**To do:** In the entries that follow, find the word "Sort" and report each line it is on.

(Extracted records)
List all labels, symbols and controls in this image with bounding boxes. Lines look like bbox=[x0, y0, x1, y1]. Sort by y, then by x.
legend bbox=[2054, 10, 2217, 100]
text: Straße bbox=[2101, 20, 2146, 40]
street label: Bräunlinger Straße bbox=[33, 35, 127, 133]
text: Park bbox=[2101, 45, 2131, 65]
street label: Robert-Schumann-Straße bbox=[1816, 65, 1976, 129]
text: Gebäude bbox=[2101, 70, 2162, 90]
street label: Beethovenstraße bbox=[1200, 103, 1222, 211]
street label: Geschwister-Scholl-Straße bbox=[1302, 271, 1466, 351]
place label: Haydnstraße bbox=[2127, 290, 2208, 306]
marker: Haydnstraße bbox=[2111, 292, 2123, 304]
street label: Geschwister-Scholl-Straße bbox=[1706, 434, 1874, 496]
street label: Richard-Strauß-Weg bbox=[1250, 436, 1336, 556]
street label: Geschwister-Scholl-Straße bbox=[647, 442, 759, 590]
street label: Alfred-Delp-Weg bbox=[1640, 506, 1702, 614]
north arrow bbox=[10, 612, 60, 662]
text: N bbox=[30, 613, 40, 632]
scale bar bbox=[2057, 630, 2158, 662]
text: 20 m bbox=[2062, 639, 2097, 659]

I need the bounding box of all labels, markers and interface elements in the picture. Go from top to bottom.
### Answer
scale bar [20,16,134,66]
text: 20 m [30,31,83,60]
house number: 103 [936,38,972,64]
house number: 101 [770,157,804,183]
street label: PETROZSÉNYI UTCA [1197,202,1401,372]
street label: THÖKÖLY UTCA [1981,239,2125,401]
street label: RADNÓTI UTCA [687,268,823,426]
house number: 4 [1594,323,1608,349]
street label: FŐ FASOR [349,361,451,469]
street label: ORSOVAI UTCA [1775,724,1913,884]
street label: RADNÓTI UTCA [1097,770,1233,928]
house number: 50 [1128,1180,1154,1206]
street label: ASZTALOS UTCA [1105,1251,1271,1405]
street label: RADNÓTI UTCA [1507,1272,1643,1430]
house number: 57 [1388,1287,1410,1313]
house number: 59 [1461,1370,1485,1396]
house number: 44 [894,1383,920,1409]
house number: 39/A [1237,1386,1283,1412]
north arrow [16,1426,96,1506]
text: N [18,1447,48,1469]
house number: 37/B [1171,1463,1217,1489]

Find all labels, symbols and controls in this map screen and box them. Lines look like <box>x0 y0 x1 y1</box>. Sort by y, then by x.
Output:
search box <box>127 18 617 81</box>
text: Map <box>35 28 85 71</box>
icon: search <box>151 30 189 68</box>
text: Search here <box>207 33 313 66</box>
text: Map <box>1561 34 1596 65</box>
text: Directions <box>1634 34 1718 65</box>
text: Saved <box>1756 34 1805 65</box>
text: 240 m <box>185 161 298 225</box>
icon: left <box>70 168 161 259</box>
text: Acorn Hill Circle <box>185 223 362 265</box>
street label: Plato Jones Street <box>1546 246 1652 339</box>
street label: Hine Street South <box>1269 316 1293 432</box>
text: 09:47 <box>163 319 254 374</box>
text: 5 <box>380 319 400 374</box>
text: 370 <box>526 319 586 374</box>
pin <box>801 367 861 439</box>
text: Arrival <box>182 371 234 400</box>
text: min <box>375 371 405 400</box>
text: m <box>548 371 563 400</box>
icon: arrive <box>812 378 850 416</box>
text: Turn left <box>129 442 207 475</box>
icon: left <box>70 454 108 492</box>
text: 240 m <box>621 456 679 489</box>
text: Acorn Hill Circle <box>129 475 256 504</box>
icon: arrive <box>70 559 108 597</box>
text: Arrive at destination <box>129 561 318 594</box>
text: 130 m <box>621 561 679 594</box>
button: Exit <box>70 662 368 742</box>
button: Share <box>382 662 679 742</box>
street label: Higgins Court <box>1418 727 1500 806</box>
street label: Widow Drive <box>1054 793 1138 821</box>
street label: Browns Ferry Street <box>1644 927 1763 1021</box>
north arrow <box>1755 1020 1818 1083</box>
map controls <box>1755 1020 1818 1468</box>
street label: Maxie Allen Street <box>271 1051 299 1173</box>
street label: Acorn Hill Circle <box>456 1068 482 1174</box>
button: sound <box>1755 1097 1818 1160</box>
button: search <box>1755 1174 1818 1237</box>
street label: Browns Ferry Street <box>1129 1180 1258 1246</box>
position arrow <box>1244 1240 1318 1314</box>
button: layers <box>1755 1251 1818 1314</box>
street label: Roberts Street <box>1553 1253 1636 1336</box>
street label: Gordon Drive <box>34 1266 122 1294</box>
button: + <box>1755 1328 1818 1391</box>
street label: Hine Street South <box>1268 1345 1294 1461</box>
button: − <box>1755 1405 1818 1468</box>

**Task answer:**
List all labels, symbols and controls in this image with bounding boxes. Lines look like bbox=[x0, y0, x1, y1]. Sort by y, then by x.
Find all labels, symbols and controls in this map screen and box them. Lines look like <box>x0 y0 x1 y1</box>. Sort by y, then by x.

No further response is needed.